Rewire: You trained as an architect at the University of Washington and worked with Public Allies in Chicago when you were 19. How has your past training informed your work as organizer and advocate?
YH: Public Allies was on a break from undergrad and architecture school was really a speculative endeavor; my thesis was on activist architecture as a new tool for resistance. In terms of activism, I knew we had marches, and signs, and petitions, but I thought people seemed desensitized to them. I wanted to see new and different direct actions that really challenged the idea of public and private space and who has access. When I think about it, I’ve been trying to come at access, community healing, and justice from so many angles. I joke with people that I have the most interdisciplinary education and work history.

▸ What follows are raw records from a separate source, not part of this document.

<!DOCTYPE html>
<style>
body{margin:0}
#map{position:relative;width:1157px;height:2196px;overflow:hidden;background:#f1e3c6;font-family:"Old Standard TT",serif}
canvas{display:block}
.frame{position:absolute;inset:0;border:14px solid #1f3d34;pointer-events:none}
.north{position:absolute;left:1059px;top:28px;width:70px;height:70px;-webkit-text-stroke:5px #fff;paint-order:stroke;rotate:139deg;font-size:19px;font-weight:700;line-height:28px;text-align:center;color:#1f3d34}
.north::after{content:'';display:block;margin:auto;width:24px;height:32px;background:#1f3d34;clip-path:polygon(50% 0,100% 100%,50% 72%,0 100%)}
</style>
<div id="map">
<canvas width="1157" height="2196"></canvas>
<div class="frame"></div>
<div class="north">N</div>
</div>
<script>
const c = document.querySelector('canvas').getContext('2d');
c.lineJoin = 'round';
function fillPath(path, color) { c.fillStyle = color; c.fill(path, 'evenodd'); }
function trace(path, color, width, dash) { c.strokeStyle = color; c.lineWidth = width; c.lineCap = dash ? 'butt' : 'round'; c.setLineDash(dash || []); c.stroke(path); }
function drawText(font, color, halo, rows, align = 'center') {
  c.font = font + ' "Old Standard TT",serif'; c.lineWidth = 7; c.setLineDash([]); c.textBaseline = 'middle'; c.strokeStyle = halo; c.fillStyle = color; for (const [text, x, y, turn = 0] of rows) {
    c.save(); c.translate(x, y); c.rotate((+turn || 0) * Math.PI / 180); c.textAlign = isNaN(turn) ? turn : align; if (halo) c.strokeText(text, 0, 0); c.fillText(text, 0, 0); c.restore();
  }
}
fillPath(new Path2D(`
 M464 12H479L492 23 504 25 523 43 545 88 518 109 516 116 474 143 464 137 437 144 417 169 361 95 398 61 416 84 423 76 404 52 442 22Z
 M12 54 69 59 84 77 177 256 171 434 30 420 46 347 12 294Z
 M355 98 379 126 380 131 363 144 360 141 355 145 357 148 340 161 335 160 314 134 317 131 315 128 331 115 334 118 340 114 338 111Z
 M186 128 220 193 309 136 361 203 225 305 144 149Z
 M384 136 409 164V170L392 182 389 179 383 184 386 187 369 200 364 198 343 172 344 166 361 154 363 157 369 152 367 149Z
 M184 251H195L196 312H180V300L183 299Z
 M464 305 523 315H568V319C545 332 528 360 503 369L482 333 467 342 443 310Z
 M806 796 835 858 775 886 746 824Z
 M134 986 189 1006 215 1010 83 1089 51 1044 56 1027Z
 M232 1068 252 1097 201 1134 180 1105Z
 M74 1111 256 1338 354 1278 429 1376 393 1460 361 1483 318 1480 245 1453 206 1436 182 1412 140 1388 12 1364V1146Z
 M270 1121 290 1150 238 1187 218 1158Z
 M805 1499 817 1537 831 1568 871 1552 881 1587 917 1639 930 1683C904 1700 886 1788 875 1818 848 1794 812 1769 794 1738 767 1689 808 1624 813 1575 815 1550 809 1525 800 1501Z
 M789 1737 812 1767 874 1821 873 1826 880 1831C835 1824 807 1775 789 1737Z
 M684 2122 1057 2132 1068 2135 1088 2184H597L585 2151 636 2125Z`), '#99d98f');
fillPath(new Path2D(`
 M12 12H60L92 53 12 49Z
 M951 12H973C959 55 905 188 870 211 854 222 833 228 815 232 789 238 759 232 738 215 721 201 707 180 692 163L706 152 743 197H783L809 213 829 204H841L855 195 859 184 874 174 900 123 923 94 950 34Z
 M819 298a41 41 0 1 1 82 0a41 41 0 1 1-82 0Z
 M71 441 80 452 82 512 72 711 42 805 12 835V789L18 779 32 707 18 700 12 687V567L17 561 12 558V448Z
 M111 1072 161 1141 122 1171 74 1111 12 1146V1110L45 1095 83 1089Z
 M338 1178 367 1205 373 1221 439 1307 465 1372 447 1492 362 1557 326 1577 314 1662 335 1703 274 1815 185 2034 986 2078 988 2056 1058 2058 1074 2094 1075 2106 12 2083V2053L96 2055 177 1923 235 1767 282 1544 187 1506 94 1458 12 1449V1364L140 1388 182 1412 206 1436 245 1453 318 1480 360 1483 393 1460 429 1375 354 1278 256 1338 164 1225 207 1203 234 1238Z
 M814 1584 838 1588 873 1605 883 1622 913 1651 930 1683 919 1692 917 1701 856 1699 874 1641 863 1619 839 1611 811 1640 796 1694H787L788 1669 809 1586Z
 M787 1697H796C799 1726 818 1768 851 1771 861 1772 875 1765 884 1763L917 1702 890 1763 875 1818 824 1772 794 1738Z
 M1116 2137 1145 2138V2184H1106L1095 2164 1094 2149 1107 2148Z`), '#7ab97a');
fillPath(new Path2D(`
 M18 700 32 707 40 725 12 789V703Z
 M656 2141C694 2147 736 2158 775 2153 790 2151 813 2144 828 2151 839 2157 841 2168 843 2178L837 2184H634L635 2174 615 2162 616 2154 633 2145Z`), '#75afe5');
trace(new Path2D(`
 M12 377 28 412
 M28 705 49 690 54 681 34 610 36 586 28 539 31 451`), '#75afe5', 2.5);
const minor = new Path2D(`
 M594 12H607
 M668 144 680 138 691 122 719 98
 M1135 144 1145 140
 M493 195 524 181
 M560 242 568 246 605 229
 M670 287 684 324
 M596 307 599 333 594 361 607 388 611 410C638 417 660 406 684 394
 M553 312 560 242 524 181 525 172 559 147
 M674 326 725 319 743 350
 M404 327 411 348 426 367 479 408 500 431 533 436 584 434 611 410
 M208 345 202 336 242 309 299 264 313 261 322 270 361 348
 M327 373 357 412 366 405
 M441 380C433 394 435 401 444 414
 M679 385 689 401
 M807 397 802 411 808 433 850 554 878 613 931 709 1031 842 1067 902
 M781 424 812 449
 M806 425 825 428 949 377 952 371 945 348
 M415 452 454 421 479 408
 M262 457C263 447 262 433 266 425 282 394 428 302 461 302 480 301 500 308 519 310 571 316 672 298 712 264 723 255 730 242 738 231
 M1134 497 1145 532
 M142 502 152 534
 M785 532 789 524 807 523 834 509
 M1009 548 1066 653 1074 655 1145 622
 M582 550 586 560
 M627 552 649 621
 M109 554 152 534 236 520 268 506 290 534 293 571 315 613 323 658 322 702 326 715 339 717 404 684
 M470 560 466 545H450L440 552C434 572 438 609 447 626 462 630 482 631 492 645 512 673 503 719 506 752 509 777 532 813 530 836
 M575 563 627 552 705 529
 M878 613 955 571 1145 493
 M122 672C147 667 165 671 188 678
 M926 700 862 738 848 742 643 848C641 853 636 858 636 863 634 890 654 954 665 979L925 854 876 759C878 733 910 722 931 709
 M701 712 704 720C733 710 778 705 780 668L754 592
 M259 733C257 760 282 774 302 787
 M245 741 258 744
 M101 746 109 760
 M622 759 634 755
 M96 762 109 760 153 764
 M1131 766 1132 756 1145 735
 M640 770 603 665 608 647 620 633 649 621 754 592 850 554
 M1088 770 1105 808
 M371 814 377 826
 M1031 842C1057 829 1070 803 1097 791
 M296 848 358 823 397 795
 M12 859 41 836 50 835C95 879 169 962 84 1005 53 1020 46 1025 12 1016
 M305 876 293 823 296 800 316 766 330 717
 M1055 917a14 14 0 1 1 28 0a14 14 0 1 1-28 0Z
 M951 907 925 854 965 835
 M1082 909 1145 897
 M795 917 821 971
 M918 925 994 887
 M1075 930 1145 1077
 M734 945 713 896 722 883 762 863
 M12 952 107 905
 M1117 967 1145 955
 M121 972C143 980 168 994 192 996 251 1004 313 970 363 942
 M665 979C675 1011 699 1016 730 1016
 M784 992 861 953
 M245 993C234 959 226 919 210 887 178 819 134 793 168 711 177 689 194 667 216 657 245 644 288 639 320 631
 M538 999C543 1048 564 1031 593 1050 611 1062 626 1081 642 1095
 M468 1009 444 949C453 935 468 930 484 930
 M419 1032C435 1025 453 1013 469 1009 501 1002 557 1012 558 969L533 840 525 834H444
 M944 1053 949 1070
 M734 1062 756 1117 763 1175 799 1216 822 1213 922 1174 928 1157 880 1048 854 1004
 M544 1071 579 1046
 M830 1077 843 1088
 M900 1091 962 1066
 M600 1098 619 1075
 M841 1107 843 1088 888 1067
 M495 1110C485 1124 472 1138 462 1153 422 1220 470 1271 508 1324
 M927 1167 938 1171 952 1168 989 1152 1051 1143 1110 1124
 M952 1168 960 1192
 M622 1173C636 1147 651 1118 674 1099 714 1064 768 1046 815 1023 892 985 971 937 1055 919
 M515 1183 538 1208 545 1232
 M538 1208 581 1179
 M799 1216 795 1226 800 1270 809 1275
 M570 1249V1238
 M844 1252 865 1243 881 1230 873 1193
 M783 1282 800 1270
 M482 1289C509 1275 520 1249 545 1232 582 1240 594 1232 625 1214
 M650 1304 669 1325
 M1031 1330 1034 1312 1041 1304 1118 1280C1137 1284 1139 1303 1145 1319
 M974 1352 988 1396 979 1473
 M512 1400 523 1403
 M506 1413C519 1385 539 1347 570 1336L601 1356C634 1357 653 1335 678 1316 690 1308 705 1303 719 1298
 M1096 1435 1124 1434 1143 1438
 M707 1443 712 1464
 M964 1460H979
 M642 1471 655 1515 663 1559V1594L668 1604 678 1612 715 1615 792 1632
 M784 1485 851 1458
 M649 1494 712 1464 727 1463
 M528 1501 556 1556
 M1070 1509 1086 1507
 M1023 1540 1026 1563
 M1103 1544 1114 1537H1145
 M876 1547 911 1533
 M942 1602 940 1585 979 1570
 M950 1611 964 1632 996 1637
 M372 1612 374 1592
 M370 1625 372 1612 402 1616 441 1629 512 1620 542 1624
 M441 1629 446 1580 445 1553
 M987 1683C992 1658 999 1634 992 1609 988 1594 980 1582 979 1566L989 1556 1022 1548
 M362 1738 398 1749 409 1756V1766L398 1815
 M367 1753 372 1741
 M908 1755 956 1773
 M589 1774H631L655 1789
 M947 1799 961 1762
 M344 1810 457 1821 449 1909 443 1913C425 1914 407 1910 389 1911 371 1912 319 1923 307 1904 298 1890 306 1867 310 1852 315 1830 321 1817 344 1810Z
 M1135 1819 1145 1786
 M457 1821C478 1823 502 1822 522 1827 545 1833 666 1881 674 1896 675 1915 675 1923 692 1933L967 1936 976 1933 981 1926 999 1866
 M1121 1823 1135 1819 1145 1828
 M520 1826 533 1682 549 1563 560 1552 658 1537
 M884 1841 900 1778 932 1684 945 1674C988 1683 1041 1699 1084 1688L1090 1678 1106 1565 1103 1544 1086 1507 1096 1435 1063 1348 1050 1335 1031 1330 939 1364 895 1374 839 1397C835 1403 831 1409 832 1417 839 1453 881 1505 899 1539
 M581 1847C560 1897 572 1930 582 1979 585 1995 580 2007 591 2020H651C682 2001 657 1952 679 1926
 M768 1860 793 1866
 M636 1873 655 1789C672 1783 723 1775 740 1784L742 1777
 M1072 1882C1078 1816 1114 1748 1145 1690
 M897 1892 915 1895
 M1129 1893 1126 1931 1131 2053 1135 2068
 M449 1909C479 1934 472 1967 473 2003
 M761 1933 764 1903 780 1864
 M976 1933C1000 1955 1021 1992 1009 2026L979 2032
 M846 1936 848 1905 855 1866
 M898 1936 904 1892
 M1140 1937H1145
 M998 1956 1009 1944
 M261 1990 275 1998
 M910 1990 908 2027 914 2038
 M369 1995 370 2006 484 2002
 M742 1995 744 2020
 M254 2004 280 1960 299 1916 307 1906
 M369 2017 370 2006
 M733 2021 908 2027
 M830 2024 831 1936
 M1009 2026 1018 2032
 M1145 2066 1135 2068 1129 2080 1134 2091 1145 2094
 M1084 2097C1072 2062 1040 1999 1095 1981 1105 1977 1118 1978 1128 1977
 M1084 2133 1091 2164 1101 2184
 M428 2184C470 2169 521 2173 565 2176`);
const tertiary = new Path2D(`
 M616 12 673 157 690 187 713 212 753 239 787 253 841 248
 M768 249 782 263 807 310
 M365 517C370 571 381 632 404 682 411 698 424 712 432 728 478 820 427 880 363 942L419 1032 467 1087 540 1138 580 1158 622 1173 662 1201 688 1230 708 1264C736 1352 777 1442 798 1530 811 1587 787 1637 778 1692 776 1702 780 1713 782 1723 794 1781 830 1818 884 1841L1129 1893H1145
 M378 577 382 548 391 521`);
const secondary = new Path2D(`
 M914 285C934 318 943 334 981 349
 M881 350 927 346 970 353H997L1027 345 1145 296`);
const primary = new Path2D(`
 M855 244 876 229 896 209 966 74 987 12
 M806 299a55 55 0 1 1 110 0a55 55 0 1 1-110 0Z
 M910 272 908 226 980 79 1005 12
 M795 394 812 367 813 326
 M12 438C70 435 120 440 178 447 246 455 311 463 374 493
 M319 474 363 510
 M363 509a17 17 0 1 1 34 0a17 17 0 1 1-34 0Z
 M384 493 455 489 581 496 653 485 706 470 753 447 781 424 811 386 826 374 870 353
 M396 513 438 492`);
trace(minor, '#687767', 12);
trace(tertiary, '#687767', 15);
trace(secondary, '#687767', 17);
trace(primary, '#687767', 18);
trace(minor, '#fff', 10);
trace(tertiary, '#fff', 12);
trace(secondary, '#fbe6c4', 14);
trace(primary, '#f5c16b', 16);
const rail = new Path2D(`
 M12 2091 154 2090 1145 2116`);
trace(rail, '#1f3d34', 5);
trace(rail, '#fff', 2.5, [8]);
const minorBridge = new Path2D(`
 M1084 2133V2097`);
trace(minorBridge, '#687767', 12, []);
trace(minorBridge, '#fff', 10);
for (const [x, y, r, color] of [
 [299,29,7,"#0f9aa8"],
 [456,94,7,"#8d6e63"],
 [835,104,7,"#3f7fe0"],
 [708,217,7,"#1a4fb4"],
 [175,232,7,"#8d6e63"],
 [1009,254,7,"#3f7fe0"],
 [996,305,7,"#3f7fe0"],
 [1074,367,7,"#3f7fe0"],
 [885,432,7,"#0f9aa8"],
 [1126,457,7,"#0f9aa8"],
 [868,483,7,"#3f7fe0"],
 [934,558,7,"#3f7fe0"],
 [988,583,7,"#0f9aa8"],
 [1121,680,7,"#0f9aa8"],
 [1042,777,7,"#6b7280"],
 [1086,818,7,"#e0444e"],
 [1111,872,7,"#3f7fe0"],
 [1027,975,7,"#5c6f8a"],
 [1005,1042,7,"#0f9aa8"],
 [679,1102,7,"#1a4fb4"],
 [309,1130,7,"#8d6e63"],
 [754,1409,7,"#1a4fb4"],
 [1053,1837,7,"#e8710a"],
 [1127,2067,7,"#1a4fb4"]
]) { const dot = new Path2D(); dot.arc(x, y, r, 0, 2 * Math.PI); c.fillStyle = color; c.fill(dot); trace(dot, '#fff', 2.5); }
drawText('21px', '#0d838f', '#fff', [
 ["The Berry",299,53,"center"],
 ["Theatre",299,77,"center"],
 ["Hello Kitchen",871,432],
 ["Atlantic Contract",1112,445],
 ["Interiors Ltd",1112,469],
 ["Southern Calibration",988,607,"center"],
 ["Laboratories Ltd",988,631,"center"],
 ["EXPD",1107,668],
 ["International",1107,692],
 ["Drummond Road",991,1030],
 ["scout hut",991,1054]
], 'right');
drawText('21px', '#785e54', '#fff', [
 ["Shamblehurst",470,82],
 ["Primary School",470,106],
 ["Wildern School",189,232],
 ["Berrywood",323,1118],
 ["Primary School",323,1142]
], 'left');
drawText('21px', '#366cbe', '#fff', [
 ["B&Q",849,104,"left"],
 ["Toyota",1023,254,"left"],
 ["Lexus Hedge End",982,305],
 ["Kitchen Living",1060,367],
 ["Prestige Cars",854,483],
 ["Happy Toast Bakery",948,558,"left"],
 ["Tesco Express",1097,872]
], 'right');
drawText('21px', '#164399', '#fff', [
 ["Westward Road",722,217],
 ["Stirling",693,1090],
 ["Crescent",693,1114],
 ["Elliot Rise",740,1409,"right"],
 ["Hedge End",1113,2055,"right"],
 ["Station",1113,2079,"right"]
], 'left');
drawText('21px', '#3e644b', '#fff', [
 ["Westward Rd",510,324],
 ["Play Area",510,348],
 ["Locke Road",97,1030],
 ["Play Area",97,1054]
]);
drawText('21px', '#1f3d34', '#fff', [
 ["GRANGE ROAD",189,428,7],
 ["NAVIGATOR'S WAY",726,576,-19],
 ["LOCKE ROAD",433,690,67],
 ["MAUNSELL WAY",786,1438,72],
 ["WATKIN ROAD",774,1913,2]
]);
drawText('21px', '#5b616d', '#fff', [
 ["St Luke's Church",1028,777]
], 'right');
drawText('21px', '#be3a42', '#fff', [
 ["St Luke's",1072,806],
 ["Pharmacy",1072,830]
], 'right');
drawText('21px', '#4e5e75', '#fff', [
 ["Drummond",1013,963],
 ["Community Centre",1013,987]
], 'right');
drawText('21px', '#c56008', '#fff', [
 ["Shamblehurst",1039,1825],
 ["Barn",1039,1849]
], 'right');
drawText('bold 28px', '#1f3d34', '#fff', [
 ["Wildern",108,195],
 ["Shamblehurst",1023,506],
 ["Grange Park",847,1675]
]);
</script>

I don’t believe in mistakes or coincidences, though. Everything that I have learned and experienced is in play in my past work. My experience working with women and girls in homeless shelters in Chicago through Public Allies really shaped my sense of who my work is for; though people are pushed out of sight, they should never be out of mind.
Lastly, I often tell the story of my beloved mother who trained my siblings and I as “jedi” when I was 5 years old. When my parents separated before their long divorce, we lived without utilities for many, many months. My mother never phrased [that experience] to me as adversity. She gave us cool survival backpacks with flashlights and snacks and told us that we had been selected for the test of jedi training and that we would win. I look back on that, and I don’t discount the pain and difficulty that she must have felt as a single parent with three children under 6 trying to make us feel secure. But seeing her resourcefulness and the magic of her reframing is training that stays with me as well.
This interview was conducted by email and by phone. It has been lightly edited for length and clarity.